Extracted data entries »
Content starts

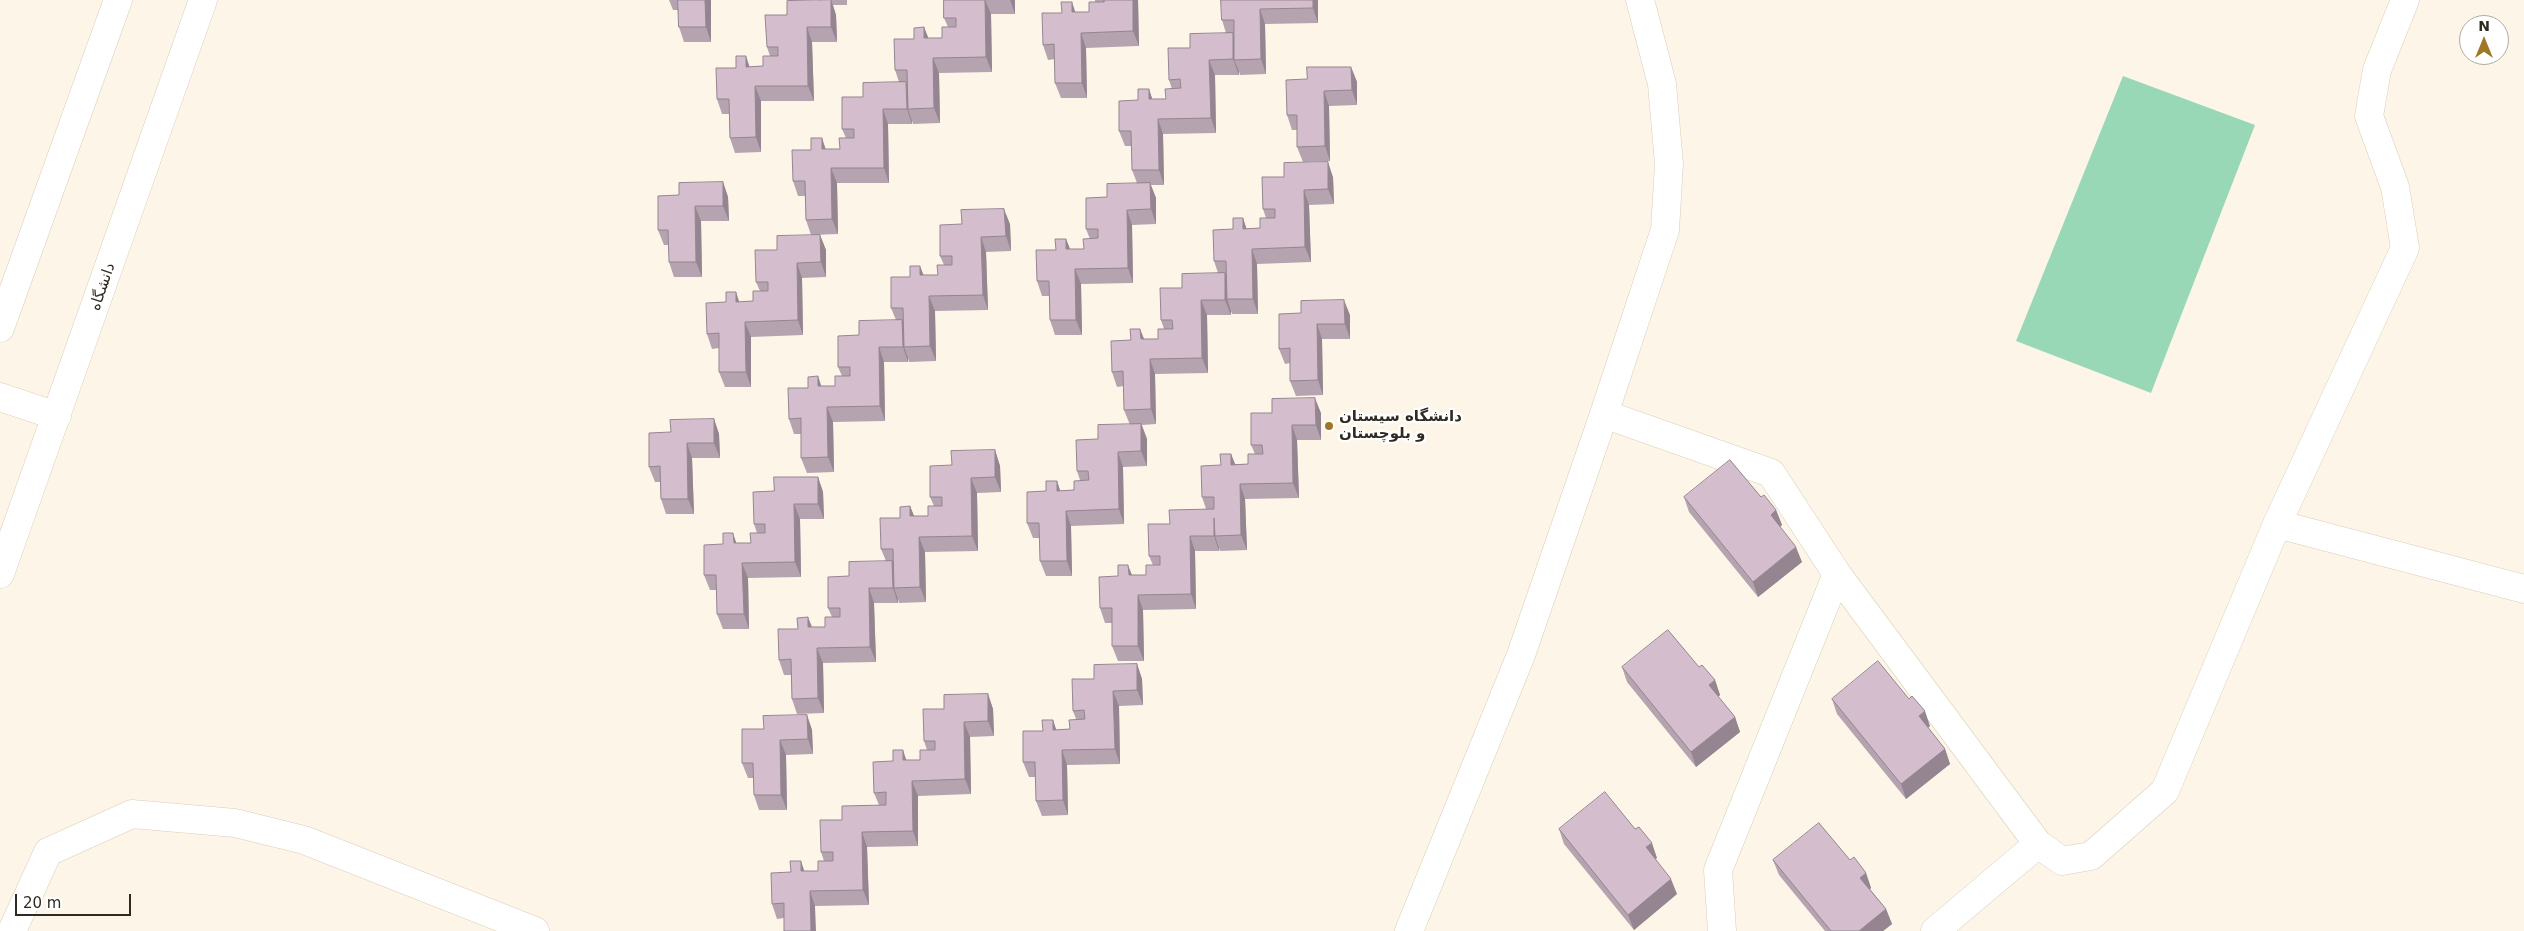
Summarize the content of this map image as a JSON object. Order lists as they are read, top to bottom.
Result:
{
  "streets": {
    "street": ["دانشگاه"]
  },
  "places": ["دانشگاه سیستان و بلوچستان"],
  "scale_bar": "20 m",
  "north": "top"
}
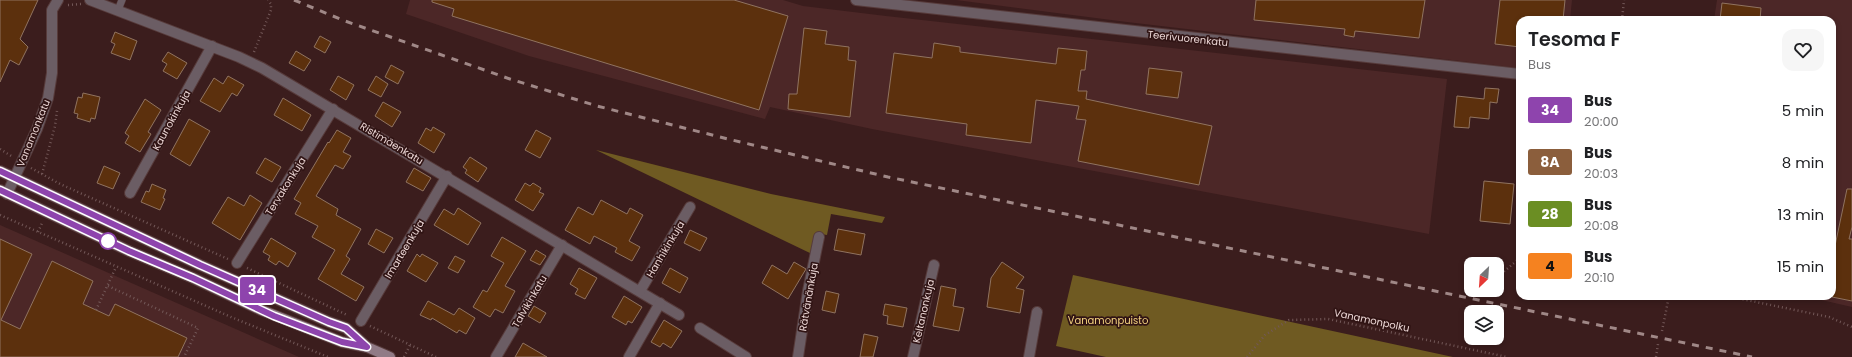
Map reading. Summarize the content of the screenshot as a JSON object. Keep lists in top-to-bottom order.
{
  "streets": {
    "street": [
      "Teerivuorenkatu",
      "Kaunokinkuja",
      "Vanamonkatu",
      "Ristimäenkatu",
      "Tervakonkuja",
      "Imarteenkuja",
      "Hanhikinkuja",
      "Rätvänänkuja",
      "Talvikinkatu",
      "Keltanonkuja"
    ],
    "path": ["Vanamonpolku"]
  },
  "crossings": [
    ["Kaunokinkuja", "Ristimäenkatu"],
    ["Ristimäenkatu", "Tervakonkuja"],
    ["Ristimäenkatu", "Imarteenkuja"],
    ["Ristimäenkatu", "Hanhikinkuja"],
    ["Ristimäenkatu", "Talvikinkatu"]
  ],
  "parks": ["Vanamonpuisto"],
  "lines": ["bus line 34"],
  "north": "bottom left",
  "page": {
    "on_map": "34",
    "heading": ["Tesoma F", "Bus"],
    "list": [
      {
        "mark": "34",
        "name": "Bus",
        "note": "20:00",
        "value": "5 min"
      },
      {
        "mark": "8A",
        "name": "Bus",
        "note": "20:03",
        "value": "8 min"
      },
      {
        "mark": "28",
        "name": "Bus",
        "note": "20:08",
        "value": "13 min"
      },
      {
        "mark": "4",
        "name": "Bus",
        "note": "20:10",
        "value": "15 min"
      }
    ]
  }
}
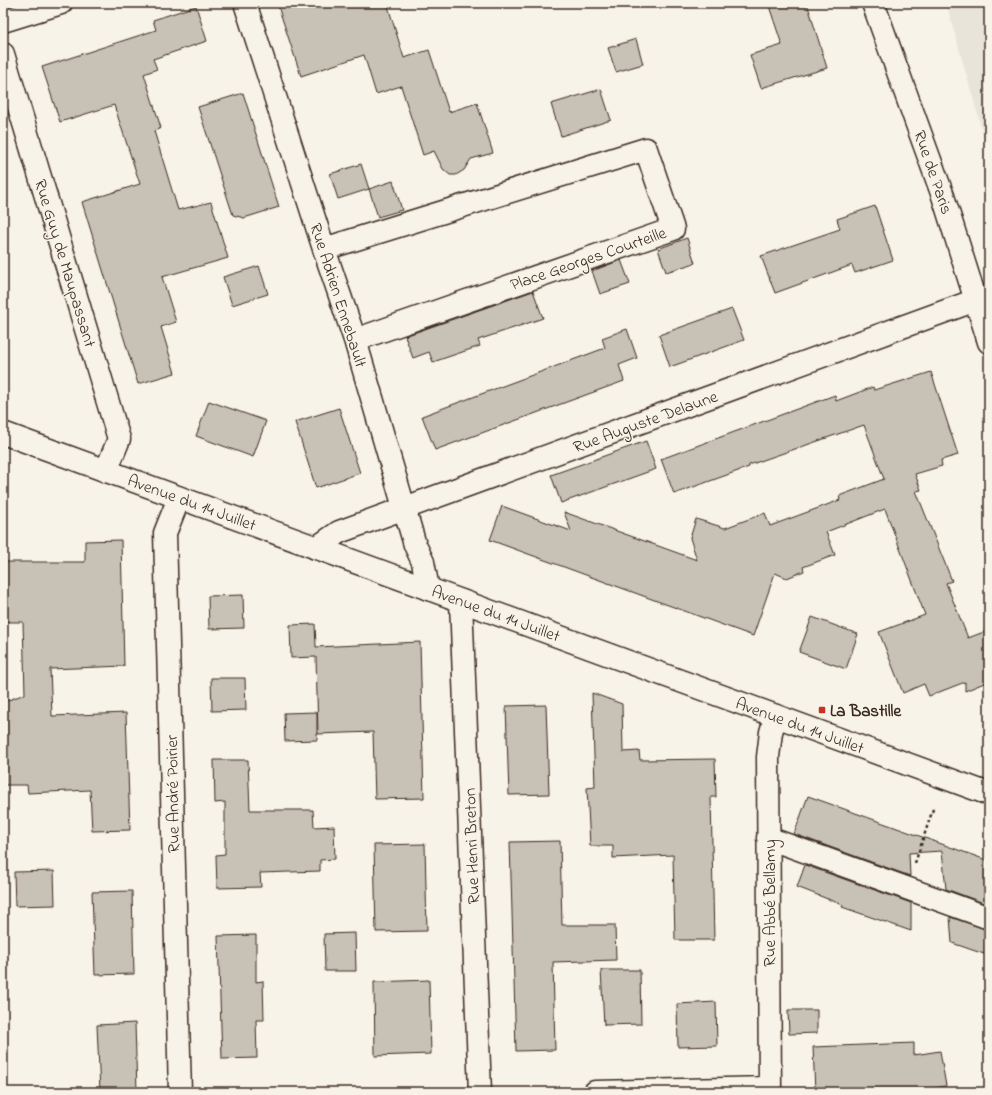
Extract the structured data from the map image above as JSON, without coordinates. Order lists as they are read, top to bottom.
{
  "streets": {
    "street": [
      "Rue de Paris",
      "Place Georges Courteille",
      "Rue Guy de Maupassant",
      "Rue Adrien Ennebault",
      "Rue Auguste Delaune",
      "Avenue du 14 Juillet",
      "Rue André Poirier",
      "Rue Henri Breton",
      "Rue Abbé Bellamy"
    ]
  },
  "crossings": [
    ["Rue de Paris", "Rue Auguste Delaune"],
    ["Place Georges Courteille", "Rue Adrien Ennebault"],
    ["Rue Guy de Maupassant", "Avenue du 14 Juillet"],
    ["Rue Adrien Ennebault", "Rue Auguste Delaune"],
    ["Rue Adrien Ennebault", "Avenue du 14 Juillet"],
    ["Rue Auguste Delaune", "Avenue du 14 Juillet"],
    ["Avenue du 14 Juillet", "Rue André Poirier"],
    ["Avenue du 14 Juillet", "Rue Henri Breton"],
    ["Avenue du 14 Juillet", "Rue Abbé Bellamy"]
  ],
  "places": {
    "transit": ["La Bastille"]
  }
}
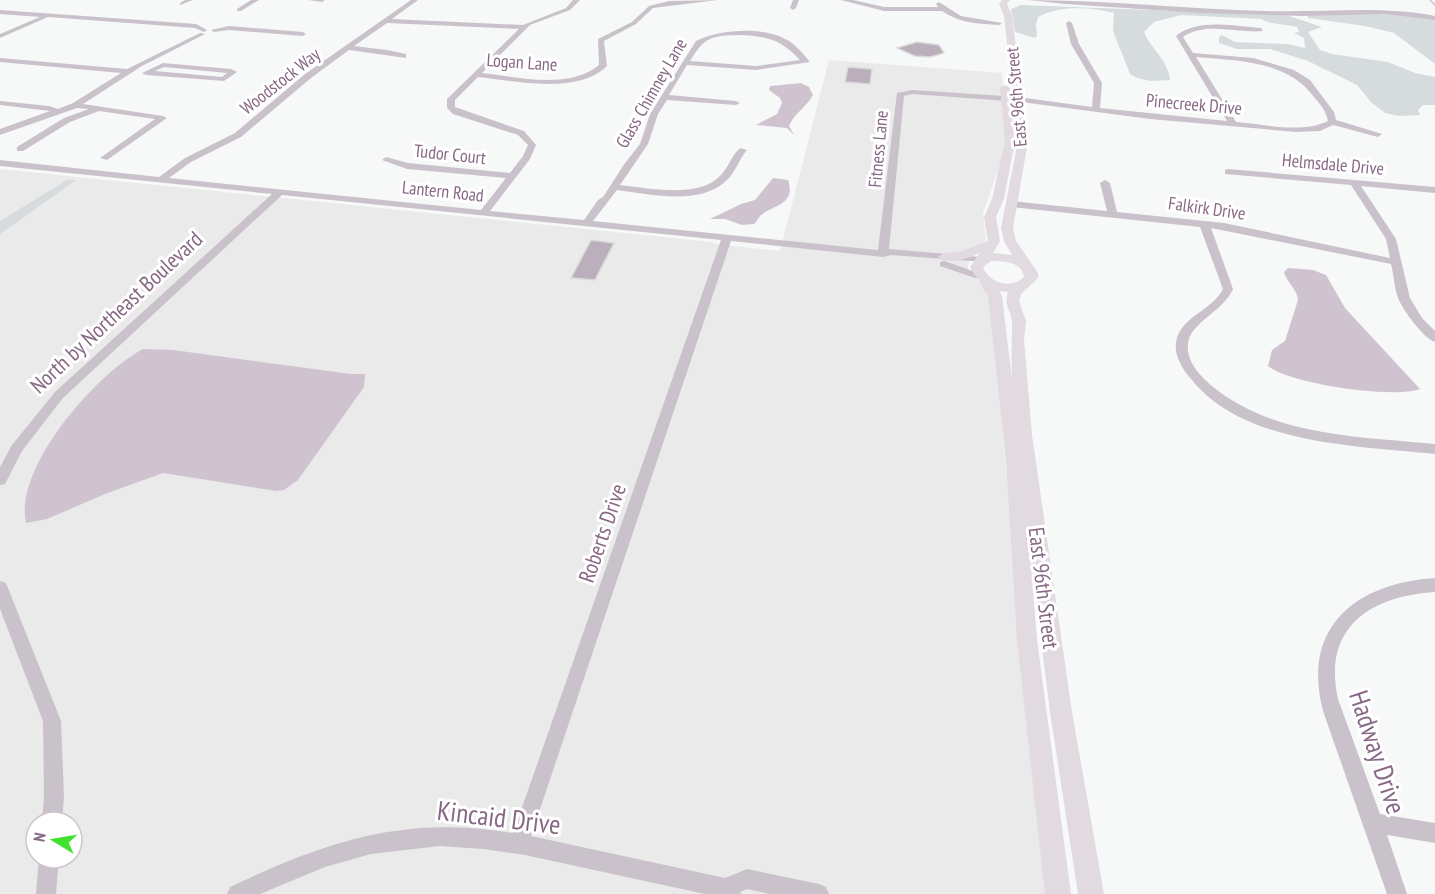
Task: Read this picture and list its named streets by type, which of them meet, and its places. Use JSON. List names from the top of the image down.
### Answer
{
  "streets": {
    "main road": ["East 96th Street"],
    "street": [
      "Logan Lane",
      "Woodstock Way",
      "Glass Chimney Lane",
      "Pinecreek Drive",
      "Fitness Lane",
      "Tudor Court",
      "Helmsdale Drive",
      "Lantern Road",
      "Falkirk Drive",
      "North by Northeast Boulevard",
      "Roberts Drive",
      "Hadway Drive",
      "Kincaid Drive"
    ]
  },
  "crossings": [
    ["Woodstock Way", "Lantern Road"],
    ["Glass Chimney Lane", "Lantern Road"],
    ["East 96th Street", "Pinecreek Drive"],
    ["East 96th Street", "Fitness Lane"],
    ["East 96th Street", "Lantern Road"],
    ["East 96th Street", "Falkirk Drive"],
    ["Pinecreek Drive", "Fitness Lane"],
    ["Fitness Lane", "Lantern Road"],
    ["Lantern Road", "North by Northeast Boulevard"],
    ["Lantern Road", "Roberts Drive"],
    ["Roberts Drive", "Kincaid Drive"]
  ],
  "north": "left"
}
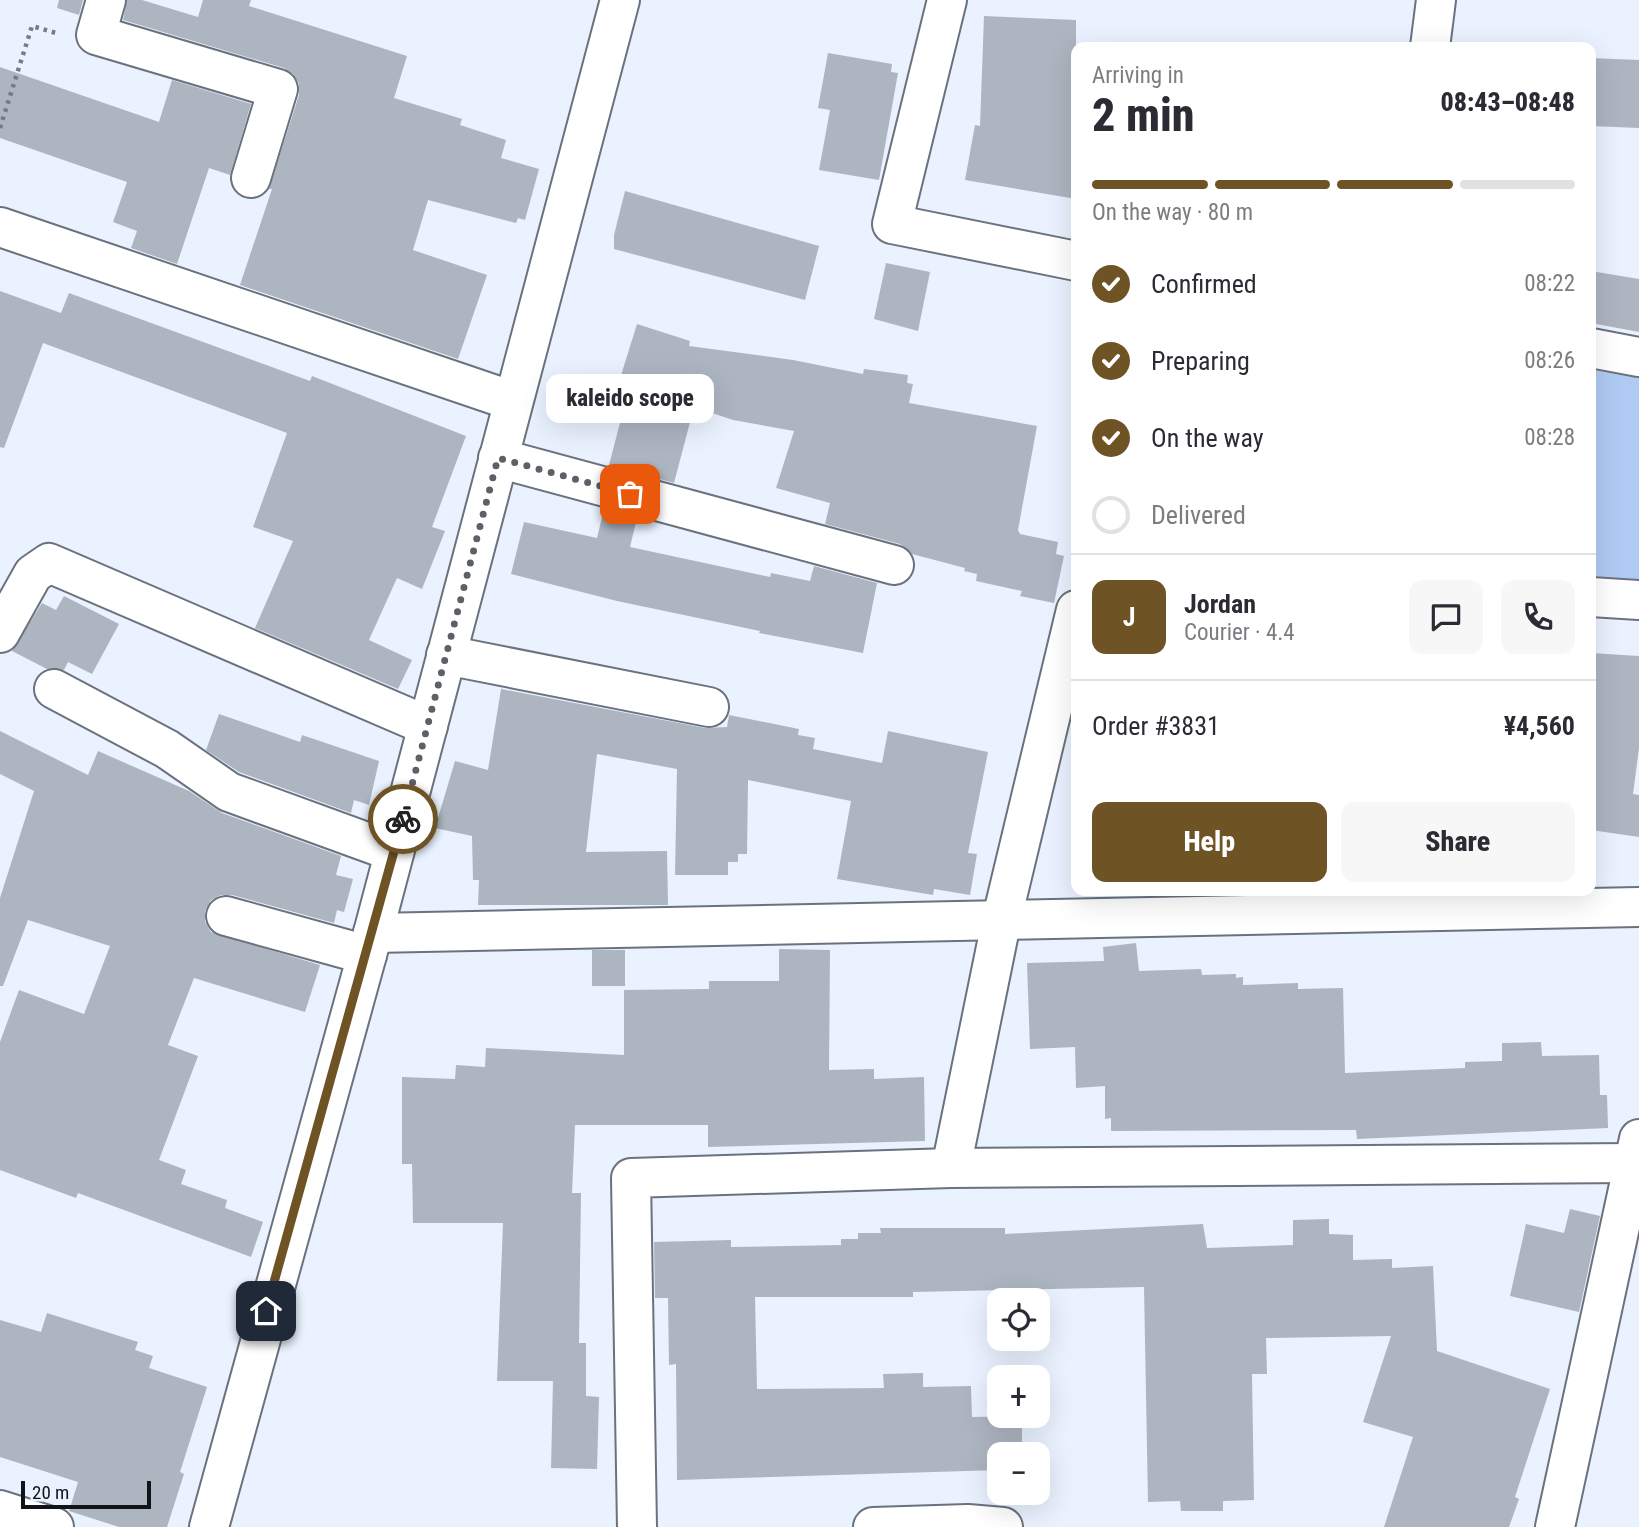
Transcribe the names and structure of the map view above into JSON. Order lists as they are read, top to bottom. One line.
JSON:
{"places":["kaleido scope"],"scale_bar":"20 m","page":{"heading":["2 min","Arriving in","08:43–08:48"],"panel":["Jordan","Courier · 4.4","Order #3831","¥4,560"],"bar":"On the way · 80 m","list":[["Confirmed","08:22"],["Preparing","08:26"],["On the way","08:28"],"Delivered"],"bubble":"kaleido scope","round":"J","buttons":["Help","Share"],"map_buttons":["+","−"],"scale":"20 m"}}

Content ends

TASK REQUIREMENTS »
The answer should be nothing but the number of lines above that contain "names".

EXERCISE SOLUTION »
2